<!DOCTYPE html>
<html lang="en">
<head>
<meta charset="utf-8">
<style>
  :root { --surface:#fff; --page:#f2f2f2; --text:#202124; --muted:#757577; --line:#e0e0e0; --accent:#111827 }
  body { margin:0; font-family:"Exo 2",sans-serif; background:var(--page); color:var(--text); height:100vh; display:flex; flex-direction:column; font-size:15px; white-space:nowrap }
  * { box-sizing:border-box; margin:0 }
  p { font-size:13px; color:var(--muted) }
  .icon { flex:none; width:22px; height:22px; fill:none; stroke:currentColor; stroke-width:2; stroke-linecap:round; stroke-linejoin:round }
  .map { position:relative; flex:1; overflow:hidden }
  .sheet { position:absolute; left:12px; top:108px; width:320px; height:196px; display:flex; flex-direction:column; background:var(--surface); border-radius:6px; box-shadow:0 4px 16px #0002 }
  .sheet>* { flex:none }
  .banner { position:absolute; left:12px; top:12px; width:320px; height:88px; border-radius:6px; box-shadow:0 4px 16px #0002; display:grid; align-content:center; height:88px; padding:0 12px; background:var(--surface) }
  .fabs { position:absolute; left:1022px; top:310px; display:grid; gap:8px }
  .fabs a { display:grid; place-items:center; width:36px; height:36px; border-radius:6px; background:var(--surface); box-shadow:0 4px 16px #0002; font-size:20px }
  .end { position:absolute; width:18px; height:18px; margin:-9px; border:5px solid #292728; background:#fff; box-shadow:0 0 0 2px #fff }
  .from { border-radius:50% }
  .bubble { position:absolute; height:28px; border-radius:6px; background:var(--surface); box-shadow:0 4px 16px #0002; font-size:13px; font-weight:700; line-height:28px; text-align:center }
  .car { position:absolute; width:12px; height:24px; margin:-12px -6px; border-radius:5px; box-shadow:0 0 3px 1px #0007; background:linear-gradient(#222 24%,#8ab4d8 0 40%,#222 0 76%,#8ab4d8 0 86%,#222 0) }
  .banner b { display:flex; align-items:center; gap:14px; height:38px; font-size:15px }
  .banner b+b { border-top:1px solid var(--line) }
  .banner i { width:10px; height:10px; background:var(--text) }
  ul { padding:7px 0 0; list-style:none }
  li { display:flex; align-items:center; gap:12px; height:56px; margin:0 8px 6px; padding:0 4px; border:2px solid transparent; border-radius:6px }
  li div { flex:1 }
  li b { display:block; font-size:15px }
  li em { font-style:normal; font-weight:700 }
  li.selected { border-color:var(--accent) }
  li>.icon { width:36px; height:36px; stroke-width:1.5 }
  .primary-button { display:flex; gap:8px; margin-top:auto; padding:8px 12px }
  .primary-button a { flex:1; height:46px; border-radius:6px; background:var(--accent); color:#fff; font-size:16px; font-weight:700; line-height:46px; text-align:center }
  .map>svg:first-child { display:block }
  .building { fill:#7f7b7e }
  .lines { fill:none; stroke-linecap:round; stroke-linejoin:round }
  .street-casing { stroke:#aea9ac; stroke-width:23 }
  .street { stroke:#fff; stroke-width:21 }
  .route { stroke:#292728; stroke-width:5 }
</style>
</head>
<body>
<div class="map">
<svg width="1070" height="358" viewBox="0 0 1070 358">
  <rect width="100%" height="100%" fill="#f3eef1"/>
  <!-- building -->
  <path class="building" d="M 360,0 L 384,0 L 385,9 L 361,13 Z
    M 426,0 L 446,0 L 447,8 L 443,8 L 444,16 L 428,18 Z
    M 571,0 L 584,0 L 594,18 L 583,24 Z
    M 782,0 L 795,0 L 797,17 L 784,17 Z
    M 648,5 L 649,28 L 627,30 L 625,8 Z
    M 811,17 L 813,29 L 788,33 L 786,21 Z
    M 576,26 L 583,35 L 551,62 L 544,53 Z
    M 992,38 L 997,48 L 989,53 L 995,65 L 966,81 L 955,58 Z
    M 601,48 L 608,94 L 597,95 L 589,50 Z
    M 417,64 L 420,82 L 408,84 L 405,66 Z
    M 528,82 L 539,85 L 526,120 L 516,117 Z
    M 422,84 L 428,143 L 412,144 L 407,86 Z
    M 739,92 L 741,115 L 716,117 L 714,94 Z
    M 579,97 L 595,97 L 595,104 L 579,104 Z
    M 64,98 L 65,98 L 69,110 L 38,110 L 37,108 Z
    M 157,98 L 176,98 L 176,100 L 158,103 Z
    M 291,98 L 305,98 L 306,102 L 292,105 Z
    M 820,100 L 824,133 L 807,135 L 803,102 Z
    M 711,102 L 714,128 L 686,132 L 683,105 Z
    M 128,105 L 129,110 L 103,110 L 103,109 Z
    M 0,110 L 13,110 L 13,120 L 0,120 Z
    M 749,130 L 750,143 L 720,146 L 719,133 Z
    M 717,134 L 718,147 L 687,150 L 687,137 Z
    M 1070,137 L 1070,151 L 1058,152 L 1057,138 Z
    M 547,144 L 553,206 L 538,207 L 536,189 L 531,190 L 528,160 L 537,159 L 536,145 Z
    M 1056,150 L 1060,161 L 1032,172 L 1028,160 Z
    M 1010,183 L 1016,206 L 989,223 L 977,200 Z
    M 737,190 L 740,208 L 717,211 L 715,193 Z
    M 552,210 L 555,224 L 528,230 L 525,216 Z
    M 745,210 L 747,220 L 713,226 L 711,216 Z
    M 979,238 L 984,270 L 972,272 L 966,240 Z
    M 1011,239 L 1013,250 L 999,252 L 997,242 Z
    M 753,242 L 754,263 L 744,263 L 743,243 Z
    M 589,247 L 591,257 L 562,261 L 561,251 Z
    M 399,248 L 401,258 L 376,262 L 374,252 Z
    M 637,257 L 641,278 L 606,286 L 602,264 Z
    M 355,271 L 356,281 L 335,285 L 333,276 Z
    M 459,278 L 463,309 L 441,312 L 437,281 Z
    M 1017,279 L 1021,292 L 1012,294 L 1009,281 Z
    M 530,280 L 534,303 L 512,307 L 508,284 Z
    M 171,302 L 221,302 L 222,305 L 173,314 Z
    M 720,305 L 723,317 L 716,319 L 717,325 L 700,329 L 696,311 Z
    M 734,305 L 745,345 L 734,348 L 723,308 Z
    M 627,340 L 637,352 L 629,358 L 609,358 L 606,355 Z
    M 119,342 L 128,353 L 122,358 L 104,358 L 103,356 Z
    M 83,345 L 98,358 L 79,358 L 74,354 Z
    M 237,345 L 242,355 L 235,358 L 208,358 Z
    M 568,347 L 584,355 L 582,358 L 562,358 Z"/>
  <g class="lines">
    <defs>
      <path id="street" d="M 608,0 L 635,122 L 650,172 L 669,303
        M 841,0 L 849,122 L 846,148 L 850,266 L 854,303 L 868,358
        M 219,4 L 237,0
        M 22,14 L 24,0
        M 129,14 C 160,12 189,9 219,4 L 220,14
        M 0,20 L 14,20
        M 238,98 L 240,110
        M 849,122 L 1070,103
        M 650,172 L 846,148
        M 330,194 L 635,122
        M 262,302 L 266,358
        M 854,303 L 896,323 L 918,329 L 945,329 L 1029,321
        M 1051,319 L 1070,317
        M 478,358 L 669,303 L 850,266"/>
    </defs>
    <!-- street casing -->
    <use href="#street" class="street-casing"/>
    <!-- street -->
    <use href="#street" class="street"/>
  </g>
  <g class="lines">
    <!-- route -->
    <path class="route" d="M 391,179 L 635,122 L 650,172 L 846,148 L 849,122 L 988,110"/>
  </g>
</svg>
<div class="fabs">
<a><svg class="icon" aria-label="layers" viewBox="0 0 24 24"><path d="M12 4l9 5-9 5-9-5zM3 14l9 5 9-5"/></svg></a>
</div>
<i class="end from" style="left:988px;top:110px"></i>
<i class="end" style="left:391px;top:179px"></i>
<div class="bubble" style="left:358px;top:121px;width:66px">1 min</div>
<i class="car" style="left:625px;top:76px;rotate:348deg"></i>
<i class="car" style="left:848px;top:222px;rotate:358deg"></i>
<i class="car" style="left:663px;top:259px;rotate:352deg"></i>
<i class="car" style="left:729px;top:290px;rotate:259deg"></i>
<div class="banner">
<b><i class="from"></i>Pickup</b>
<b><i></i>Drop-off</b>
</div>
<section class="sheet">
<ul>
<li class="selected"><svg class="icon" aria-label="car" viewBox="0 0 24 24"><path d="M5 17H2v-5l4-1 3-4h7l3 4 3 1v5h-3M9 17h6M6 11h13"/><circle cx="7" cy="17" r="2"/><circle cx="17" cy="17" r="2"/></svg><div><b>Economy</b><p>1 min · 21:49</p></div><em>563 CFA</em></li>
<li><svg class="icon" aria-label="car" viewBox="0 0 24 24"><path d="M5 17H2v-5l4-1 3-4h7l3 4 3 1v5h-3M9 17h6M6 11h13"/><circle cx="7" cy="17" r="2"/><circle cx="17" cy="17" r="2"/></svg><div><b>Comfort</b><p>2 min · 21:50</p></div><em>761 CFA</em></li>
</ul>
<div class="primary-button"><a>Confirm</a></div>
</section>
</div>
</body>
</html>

_____

- **Task to carry out**
What is the number of lines in the listing that hold "body"? Give that number and nothing more.

- **Solution**
3